→ PROBLEM REQUIREMENTS:
Repeat the entries that follow, exactly as they are written.

→ AVAILABLE RECORDS:
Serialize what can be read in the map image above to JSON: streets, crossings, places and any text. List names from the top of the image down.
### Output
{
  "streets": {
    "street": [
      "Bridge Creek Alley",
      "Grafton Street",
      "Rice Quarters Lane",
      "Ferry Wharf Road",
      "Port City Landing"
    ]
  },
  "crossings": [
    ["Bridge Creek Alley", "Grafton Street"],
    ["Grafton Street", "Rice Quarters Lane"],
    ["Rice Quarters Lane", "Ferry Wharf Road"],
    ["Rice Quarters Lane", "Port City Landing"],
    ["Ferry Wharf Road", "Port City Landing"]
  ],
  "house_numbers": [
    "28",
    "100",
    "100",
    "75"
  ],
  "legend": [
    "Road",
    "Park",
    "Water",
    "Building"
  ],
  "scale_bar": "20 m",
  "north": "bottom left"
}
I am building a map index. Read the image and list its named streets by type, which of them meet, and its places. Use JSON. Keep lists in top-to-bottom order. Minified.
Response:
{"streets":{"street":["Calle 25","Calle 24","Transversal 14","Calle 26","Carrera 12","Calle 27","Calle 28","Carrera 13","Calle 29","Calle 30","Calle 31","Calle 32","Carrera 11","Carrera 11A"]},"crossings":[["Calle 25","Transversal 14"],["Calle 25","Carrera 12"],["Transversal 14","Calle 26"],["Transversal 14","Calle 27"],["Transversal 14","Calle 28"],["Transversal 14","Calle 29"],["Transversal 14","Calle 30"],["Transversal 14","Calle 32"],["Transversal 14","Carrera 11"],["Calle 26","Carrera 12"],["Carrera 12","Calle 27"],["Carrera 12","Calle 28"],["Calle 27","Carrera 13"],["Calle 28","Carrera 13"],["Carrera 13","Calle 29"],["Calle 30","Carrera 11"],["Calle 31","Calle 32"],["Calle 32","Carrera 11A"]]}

→ SOLUTION TO THE EXERCISE:
Serialize what can be read in the map image above to JSON: streets, crossings, places and any text. List names from the top of the image down.
### Output
{
  "streets": {
    "street": [
      "Bridge Creek Alley",
      "Grafton Street",
      "Rice Quarters Lane",
      "Ferry Wharf Road",
      "Port City Landing"
    ]
  },
  "crossings": [
    ["Bridge Creek Alley", "Grafton Street"],
    ["Grafton Street", "Rice Quarters Lane"],
    ["Rice Quarters Lane", "Ferry Wharf Road"],
    ["Rice Quarters Lane", "Port City Landing"],
    ["Ferry Wharf Road", "Port City Landing"]
  ],
  "house_numbers": [
    "28",
    "100",
    "100",
    "75"
  ],
  "legend": [
    "Road",
    "Park",
    "Water",
    "Building"
  ],
  "scale_bar": "20 m",
  "north": "bottom left"
}
I am building a map index. Read the image and list its named streets by type, which of them meet, and its places. Use JSON. Keep lists in top-to-bottom order. Minified.
Response:
{"streets":{"street":["Calle 25","Calle 24","Transversal 14","Calle 26","Carrera 12","Calle 27","Calle 28","Carrera 13","Calle 29","Calle 30","Calle 31","Calle 32","Carrera 11","Carrera 11A"]},"crossings":[["Calle 25","Transversal 14"],["Calle 25","Carrera 12"],["Transversal 14","Calle 26"],["Transversal 14","Calle 27"],["Transversal 14","Calle 28"],["Transversal 14","Calle 29"],["Transversal 14","Calle 30"],["Transversal 14","Calle 32"],["Transversal 14","Carrera 11"],["Calle 26","Carrera 12"],["Carrera 12","Calle 27"],["Carrera 12","Calle 28"],["Calle 27","Carrera 13"],["Calle 28","Carrera 13"],["Carrera 13","Calle 29"],["Calle 30","Carrera 11"],["Calle 31","Calle 32"],["Calle 32","Carrera 11A"]]}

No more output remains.